Despite the incident, Veeder said he plans to return to the Appalachian Trail, this time hiking from the north to the south. He won’t be doing any camping off by himself, though.
“I’ve slept really well since the attack,” he said, with no nightmares or post-traumatic stress. “But out on the trail I think it will take me a few nights to settle down.”
Although the two puncture wounds in his left calf missed his shin bone and never severed an artery, he’s hoping the injuries are big enough to leave marks.
“I hope I have a scar,” he said and smiled. “I want to have something to back my story up.”
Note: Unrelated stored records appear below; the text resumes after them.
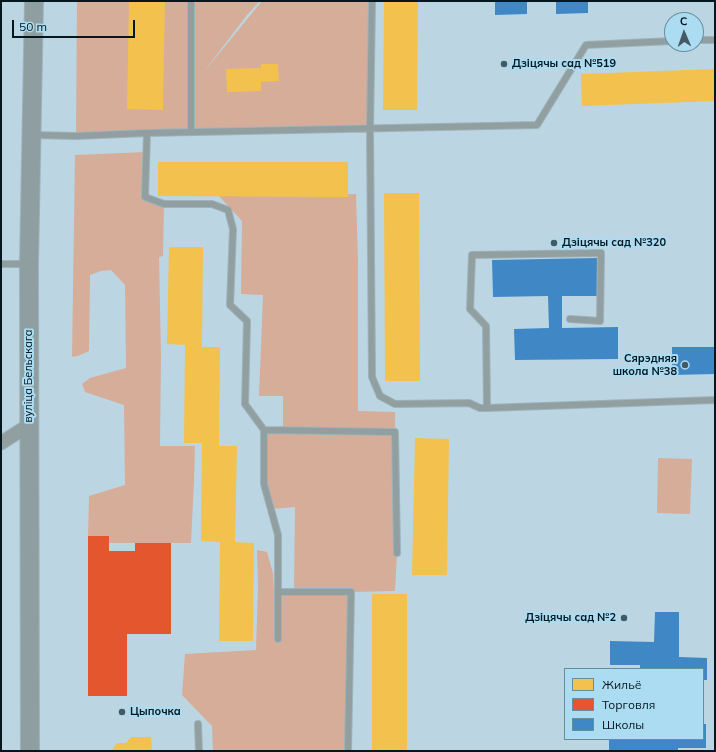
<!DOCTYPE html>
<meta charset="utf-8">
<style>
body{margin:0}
#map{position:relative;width:716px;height:752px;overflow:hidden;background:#bbd6e2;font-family:Mulish,sans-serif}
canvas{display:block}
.frame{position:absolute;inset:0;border:2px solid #04161e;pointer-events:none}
.legend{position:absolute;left:564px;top:668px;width:140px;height:72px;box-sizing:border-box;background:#acdcf1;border:1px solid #698d9d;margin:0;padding:5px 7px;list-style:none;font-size:12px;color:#04161e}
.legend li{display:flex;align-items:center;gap:8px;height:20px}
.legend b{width:20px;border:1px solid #698d9d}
.north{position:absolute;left:664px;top:12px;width:40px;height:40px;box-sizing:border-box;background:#acdcf1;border:1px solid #698d9d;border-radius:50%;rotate:358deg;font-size:11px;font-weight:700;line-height:16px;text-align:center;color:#04161e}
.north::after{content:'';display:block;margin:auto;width:14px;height:18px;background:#445963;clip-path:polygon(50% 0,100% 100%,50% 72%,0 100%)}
.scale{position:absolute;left:12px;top:20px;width:123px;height:18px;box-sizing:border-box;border:2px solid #04161e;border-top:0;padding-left:5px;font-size:12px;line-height:14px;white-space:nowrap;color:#04161e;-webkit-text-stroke:3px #acdcf1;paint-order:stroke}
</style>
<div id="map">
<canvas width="716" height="752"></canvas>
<div class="frame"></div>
<ul class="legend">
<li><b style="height:11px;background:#f2c14e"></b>Жильё</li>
<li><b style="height:11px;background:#e4572e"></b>Торговля</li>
<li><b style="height:11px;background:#3f88c5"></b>Школы</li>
</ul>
<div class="north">С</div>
<div class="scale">50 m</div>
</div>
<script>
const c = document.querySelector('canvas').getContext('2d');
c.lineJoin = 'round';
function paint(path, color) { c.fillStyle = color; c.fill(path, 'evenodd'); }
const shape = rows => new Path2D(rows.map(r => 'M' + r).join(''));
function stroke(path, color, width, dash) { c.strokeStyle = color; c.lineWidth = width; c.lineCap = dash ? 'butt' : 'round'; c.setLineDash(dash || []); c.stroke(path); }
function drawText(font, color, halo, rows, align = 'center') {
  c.font = font + ' Mulish,sans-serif'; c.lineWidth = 4; c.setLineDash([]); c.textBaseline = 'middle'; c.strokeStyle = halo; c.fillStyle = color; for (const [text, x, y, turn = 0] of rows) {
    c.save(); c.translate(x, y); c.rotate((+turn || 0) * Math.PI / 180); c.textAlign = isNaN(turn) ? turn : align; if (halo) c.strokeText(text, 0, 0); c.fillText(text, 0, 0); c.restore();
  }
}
paint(shape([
 [77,1,260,1,247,15,203,73,262,1,372,1,370,129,76,136],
 [146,152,145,197,164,204,163,256,159,257,161,356,160,446,195,446,194,480,191,543,109,543,109,536,88,536,89,496,125,485,124,405,85,392,82,384,90,378,126,368,125,285,111,270,101,271,90,275,89,351,78,356,72,357,75,155],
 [356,194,358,263,358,411,395,412,397,553,395,591,352,592,348,751,213,751,212,726,182,695,185,654,256,650,258,587,257,550,267,552,273,573,274,591,294,591,295,507,271,509,264,484,264,430,283,430,283,396,259,396,263,295,241,294,242,221,219,196],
 [658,458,692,459,690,514,657,513]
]), '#d5ad99');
paint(shape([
 [129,1,165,1,163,110,127,109],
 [384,1,418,1,417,110,383,110],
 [261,64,278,64,279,81,261,82,261,91,227,92,226,69,261,68],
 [715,69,715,101,582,106,581,74],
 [158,162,348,162,348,197,158,196],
 [384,193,419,193,420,381,385,381],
 [169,247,203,247,202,347,220,347,219,446,237,446,235,542,254,543,253,641,219,641,220,542,201,541,202,443,184,443,185,345,167,344],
 [415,438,449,439,447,575,412,575],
 [372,594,407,594,407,751,372,751],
 [131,737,151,737,152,751,111,751,117,743,126,743]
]), '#f2c14e');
paint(shape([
 [88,536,109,536,109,551,135,551,135,543,171,543,171,634,127,634,127,696,88,696]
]), '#e4572e');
paint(shape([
 [495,1,527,1,527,14,495,15],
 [556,1,588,1,588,13,556,14],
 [597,258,597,296,562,296,562,328,618,327,618,359,515,360,514,329,549,328,548,296,493,297,492,260],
 [672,347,715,347,715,374,672,375],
 [655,612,679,612,679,657,707,658,707,680,703,680,703,669,640,669,640,665,610,665,610,641,654,642],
 [703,724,706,724,706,748,678,748,678,751,609,751,609,739,703,739]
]), '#3f88c5');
const service = shape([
 [372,1,370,129,372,377,380,396,395,404,469,403,480,408,487,408,715,400],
 [696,40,715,40],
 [191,132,191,1],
 [147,133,145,197,164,204,212,204,228,210,233,229,230,305,247,321,245,404,264,430,264,484,278,535,278,592,351,592,348,751],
 [33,135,76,136,147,133,537,125,586,45,672,41],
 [1,264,28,264],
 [487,408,486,326,470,309,472,255,601,253,600,321,570,319],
 [264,430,395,432,397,553],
 [278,592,278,639],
 [198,724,199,751]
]);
const minor = shape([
 [1,443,29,425]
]);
const secondary = shape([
 [30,751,29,264,34,1]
]);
stroke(service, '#9db2bb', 8);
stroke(minor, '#9db2bb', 15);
stroke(secondary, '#9db2bb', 20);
stroke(service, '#929fa0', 6);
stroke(minor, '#929fa0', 13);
stroke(secondary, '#8f9fa1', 18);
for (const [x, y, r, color] of [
 [504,64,4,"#445963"],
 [554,243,4,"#445963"],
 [685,365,4,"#445963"],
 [624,618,4,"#445963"],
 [122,712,4,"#445963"]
]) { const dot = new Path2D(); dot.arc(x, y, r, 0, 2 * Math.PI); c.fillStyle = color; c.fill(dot); stroke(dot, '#acdcf1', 1.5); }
drawText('bold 11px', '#04161e', '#acdcf1', [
 ["Дзіцячы сад №519",512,64],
 ["Дзіцячы сад №320",562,243],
 ["Сярэдняя",677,359,"right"],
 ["школа №38",677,372,"right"],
 ["Дзіцячы сад №2",616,618,"right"],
 ["Цыпочка",130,712]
], 'left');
drawText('11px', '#04161e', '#acdcf1', [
 ["вуліца Бельскага",29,376,-90]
]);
</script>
It’s become a cautionary tale for Veeder, because even though he thought he had done everything right, he was still attacked.
“Even if you’re really careful and use best practices, you can still get a rogue bear. And if it does happen, you just fight.”
At 5-foot-9 and 180 pounds, Veeder is no bantamweight bear fighter, but bears are incredibly strong with a bite force that’s been estimated at 700 pounds. Still, one of the common instructions given to people who run into a black bear is to appear big and fight back.
The attack may have frightened Veeder’s family more than it has him.
“I will never spend a night in a tent again,” said his older sister. “It’s too scary.”